▸ **Provided information**
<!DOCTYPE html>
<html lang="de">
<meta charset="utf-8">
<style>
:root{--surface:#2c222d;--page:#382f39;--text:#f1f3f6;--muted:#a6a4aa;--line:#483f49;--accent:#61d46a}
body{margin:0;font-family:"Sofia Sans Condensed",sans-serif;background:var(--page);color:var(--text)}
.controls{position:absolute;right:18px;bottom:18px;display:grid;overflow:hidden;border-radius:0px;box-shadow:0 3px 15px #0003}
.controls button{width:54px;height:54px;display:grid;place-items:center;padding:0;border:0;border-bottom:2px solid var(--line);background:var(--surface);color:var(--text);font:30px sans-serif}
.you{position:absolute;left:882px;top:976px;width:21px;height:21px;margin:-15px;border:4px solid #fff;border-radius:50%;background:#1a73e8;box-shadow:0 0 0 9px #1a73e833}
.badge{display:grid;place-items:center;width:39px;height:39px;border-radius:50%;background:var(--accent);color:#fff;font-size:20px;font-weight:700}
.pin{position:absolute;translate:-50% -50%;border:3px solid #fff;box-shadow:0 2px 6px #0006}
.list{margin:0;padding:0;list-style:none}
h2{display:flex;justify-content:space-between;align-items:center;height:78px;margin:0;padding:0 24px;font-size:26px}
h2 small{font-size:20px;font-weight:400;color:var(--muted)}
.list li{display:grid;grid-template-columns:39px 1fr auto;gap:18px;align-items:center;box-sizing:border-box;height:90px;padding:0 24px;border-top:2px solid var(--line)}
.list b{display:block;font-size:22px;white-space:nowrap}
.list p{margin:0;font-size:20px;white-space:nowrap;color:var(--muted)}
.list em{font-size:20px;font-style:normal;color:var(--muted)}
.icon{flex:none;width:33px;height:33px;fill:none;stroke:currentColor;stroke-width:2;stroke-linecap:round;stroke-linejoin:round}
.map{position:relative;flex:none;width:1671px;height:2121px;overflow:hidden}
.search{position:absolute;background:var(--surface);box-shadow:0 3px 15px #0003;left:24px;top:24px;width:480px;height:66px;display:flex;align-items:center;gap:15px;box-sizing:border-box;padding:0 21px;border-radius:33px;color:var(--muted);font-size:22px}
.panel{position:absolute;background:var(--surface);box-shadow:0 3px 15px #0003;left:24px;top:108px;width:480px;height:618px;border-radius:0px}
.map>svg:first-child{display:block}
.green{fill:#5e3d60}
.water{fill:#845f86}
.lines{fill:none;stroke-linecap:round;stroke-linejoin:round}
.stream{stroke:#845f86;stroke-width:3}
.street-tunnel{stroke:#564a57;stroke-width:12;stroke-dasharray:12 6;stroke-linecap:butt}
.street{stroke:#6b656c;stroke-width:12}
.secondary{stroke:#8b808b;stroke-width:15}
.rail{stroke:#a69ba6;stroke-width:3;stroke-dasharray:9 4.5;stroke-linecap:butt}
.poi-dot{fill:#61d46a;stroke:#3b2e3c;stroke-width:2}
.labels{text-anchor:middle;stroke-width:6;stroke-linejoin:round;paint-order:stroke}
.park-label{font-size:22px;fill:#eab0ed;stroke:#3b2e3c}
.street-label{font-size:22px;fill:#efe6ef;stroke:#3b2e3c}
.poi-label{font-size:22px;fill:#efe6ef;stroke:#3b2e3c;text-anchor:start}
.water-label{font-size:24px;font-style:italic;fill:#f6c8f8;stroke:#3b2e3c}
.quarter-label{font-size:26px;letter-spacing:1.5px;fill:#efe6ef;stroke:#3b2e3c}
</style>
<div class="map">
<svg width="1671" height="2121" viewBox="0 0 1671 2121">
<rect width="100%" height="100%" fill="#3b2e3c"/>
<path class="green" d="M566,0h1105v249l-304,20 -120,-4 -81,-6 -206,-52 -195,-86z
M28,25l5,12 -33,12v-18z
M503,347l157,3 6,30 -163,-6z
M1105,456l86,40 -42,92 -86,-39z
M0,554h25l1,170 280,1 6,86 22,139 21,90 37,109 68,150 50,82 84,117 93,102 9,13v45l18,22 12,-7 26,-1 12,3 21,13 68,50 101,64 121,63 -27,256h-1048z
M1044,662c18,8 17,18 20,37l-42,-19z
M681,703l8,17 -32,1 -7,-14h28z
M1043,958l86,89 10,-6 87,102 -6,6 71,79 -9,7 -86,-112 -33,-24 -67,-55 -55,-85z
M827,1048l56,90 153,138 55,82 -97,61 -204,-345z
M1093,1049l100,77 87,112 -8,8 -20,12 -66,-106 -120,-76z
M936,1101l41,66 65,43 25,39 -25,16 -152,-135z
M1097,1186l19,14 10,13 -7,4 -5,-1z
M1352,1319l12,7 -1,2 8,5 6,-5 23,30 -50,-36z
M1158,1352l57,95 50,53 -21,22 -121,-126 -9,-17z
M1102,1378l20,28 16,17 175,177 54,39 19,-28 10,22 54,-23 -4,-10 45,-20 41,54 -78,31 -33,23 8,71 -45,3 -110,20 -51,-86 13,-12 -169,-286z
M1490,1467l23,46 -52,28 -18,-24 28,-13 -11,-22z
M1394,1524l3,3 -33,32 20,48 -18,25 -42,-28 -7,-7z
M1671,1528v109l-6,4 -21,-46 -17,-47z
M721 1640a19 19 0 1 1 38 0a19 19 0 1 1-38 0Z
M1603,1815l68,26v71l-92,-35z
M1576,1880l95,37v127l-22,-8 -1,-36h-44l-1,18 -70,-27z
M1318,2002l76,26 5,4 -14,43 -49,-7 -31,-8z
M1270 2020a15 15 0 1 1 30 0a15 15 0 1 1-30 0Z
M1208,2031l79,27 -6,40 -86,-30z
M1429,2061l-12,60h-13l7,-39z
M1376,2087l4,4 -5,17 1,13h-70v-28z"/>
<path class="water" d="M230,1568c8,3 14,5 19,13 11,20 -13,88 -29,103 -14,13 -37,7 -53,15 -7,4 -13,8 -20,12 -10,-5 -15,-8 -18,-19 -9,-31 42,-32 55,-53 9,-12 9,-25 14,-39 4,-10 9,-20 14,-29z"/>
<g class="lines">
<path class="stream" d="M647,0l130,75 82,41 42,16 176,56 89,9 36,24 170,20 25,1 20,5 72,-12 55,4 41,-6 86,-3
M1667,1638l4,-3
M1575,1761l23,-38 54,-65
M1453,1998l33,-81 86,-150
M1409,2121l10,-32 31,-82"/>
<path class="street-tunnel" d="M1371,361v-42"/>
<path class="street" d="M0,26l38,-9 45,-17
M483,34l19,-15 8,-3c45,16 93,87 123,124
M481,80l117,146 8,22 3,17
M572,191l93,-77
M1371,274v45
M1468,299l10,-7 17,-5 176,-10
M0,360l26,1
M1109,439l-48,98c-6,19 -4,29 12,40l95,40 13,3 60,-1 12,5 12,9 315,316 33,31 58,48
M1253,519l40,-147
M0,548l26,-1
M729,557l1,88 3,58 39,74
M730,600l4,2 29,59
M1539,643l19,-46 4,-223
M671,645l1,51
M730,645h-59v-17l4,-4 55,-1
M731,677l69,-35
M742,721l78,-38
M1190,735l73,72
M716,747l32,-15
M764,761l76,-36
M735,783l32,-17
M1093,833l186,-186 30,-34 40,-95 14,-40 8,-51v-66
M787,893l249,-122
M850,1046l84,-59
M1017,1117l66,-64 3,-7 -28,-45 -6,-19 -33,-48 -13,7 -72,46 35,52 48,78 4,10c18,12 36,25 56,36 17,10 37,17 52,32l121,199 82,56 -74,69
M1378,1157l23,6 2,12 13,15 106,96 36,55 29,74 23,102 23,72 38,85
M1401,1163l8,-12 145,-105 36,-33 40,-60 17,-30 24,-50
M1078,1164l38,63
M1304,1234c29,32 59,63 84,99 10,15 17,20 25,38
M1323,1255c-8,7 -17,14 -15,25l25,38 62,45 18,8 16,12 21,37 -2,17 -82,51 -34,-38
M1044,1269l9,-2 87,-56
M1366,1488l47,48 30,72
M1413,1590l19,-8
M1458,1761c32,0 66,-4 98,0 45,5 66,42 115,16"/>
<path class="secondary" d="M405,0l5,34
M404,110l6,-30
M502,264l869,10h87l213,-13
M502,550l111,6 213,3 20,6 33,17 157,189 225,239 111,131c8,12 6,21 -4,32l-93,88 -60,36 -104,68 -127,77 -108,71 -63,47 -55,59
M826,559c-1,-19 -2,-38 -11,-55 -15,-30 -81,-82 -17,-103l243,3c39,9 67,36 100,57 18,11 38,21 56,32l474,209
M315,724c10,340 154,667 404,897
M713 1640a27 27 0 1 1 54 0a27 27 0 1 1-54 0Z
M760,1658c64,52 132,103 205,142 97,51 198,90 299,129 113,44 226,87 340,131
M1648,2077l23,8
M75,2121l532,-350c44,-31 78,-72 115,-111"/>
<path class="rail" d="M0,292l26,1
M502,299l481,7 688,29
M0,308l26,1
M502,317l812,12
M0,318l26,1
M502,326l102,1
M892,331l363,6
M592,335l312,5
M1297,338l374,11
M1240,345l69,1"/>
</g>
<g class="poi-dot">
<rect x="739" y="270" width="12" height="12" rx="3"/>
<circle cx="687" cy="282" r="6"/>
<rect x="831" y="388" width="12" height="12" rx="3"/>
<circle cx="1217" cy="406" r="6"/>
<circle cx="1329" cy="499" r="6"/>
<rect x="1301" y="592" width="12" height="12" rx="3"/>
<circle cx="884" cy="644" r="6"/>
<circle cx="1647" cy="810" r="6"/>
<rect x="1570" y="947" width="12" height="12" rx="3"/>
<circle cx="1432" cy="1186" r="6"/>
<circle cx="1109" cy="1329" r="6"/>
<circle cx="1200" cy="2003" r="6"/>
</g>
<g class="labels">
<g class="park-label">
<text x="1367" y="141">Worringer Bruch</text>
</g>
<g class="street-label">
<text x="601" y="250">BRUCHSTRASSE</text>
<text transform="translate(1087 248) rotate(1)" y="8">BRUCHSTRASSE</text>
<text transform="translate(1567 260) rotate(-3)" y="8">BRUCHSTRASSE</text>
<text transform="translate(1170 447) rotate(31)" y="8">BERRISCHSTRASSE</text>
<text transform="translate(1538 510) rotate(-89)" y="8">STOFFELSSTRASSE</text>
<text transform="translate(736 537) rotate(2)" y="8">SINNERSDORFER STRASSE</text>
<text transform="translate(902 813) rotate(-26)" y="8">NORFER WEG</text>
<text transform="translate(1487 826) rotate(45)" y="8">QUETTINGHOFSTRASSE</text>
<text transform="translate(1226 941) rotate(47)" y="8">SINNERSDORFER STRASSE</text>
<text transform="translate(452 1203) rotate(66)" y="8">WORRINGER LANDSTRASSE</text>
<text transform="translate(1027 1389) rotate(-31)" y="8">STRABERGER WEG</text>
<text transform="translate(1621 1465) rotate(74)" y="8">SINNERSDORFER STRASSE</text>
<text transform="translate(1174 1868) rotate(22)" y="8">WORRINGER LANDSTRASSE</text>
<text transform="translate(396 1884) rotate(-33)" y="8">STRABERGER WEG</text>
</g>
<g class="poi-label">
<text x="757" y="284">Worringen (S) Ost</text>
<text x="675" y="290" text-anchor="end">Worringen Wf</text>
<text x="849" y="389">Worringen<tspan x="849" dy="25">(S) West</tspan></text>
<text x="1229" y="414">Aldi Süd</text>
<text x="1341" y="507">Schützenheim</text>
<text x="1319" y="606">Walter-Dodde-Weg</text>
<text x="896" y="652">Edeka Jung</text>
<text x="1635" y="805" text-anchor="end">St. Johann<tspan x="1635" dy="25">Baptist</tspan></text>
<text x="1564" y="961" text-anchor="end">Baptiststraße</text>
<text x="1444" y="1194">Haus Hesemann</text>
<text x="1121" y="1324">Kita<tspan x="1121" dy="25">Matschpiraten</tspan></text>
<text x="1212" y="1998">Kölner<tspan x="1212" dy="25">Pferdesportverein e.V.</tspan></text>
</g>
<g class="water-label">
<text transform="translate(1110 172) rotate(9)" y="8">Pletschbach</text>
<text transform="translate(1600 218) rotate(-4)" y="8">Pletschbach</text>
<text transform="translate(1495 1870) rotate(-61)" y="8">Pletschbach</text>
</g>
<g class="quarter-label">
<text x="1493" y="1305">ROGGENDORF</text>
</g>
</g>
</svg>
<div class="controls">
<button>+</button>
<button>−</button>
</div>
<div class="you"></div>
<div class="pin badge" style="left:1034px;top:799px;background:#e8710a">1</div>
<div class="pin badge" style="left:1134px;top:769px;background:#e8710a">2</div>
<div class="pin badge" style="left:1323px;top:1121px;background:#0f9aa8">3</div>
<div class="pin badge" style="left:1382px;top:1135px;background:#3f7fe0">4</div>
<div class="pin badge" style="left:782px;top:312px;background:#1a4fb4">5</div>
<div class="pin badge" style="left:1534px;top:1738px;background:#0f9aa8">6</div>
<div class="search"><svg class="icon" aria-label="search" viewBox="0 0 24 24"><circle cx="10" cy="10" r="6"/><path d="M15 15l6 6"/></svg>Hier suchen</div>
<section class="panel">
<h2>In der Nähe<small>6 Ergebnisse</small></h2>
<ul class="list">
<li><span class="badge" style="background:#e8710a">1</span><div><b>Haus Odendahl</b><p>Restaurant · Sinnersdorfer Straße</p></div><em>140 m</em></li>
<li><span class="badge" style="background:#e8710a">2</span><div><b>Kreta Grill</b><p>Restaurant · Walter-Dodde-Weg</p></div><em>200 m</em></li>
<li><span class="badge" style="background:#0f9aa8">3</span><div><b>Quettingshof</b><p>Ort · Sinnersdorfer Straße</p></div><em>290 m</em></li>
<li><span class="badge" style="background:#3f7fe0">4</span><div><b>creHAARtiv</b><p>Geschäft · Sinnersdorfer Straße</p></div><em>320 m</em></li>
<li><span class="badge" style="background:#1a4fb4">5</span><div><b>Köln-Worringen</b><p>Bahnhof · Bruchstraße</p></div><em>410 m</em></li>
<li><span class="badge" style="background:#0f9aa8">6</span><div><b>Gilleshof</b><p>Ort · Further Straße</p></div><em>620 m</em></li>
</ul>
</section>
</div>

▸ **What is expected**
Collect each line above holding the string "list".

▸ **Problem solution**
.list{margin:0;padding:0;list-style:none}
.list li{display:grid;grid-template-columns:39px 1fr auto;gap:18px;align-items:center;box-sizing:border-box;height:90px;padding:0 24px;border-top:2px solid var(--line)}
.list b{display:block;font-size:22px;white-space:nowrap}
.list p{margin:0;font-size:20px;white-space:nowrap;color:var(--muted)}
.list em{font-size:20px;font-style:normal;color:var(--muted)}
<ul class="list">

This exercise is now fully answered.